After this one visit, I thought I had enough of dentists to last me my life. But, that wasn’t to be. Two years later, the crown that was supposed to be my tooth forever, came off- in my physics class, while I was sucking a coffee bite secretly. Rather awkward as gathered…

So, my third visit saw the dentist using all his strength to push the crown back in position so it could stay in position. Again, I thought: enough!
Irony of life: two years later, my crown came off again! This time I was preparing for my anatomy pracs and eating a bar one…I knew anatomy means no good to me!
My fourth visit…during my summer hols at home: I came back depressed. It wasn’t just a crown I needed, he said, I also needed SIX fillings and scaling- making for an entire ONE AND A HALF HOUR session!

There is something so incredibly undignified about sitting in that chair with your mouth wide open and that guy poking and prodding around with his tools…rather gives the sense of your oral cavity having become a site of archaeological dig. As Ogden Nash said,
“So hard to give your usual effect of cheery benignity
When you know your position is one of the two or three in life most lacking in dignity
And your mouth is like a section of road being worked on
And it is all cluttered up with stone crushers and concrete mixers and drills and steam rollers.”
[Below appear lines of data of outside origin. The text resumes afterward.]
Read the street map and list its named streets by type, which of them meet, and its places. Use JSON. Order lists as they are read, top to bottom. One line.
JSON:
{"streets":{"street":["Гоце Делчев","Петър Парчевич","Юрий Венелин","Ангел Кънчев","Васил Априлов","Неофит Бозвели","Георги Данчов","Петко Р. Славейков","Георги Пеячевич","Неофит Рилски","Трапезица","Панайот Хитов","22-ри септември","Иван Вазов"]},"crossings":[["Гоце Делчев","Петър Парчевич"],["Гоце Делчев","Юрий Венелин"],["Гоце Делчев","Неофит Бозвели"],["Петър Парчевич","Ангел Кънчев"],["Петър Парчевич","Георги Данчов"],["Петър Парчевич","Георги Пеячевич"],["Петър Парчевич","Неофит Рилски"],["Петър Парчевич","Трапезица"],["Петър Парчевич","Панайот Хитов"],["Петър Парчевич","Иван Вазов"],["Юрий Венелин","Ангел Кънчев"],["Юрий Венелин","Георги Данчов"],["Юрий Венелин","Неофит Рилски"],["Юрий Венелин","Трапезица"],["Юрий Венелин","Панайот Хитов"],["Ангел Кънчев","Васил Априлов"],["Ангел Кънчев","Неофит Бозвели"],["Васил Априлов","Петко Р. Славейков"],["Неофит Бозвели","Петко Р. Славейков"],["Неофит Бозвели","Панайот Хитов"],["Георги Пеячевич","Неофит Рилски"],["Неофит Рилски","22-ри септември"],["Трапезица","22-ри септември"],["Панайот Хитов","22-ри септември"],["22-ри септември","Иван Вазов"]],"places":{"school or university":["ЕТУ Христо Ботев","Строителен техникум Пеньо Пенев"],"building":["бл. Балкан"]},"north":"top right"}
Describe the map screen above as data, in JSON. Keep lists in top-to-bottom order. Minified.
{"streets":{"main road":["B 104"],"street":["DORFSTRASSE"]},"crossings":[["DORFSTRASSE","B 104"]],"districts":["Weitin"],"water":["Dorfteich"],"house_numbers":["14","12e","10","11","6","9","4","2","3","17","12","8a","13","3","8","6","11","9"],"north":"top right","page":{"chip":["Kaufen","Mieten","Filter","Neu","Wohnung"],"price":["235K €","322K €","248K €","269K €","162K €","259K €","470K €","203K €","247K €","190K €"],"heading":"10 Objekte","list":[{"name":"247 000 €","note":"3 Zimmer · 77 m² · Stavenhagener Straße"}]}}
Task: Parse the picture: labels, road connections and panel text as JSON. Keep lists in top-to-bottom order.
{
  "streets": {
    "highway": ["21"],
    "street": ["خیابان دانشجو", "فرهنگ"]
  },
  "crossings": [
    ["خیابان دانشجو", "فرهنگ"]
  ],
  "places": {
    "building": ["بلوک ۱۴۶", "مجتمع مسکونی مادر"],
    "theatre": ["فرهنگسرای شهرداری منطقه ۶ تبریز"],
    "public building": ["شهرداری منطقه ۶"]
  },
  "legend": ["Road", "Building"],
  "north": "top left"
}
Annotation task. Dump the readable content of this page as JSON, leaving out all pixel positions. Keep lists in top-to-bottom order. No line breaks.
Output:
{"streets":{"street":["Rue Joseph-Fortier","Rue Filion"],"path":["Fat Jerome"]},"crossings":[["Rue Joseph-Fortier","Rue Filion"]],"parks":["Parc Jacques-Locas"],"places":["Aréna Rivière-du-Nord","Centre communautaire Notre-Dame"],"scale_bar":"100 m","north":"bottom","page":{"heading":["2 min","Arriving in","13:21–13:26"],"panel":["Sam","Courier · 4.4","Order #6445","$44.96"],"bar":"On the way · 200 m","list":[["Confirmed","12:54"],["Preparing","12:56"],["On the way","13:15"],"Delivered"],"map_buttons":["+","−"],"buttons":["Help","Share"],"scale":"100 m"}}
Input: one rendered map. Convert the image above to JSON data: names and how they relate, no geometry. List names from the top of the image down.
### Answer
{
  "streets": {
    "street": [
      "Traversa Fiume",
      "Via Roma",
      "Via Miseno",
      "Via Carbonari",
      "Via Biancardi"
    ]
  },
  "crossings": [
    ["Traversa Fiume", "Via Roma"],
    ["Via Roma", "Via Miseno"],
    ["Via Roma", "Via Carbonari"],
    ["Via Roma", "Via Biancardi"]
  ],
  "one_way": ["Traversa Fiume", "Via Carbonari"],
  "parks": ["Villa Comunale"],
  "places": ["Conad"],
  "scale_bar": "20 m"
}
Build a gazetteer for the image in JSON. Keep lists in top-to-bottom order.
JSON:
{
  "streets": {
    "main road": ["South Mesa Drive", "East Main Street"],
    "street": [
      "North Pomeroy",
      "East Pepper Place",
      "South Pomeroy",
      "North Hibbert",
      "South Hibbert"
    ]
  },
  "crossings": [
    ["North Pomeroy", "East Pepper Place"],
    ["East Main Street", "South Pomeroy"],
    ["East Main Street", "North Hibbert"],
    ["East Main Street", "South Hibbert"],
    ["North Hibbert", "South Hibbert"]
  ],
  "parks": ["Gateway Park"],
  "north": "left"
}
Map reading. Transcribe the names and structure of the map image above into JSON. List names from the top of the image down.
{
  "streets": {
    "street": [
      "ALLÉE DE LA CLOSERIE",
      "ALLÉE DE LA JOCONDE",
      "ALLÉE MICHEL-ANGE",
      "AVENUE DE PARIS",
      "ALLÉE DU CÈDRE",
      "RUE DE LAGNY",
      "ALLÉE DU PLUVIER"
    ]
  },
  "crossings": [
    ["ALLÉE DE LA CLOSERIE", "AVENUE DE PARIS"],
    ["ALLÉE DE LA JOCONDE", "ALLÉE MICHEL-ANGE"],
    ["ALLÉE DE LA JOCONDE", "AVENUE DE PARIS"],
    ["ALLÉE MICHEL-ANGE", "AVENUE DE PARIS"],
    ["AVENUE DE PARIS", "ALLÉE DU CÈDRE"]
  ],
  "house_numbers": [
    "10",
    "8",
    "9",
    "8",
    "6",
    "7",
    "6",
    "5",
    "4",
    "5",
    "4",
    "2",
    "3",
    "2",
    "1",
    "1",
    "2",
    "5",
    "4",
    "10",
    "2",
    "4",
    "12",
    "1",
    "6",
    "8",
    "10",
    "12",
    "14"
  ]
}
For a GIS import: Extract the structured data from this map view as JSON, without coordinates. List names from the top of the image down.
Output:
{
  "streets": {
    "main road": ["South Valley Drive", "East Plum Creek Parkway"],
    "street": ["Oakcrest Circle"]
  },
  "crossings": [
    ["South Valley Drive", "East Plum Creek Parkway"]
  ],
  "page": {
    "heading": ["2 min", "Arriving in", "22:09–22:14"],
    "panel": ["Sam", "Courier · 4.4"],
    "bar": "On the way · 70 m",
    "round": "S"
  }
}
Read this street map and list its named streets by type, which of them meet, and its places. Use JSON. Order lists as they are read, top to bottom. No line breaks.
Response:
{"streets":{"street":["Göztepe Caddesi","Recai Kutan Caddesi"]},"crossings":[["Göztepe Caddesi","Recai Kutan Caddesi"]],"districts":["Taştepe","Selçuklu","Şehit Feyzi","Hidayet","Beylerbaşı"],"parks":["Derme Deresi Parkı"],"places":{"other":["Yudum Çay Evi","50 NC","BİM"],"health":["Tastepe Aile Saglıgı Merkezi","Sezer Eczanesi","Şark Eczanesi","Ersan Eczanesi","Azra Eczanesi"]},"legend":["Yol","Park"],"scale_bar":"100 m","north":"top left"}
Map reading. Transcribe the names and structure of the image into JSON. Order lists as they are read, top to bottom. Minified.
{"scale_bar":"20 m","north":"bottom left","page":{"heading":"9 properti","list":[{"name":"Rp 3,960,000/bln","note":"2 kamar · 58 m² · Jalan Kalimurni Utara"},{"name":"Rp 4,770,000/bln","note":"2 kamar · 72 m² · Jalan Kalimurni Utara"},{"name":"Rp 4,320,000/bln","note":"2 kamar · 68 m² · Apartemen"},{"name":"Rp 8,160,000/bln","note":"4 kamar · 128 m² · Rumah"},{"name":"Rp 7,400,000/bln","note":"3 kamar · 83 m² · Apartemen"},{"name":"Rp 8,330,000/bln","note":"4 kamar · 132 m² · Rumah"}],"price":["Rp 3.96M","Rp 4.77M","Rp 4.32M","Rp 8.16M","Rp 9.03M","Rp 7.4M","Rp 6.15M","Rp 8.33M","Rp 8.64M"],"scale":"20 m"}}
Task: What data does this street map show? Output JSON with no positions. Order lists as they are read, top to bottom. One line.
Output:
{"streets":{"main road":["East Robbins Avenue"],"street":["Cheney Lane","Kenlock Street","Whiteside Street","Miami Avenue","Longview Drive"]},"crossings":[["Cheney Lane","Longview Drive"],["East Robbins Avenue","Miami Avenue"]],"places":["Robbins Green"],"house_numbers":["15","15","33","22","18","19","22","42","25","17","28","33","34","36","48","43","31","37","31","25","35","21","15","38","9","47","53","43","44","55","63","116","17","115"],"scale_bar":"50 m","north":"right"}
I feel like writing an ode to that poet…he captured my feelings so well, I’m sure he had also just returned from the dentist himself when he penned that poem.
As dad and I walked back home, huddled under the umbrella, he put his arm round me for comfort. My face resembled that of a puppy who lost his bone. Dentists were re-established in my head as the most dangerous creatures on the planet- they not only tell you happily that you are robbed of good God-given teeth; they also follow it up by robbing your pocket! Dentist sessions are, I realized that day, damned costly!

When we reached home that sad night and gave the report to my “family”, mom morphed into a drama queen; to gramps it was the end of the world as he knew it and Pixie……SHE LAUGHED!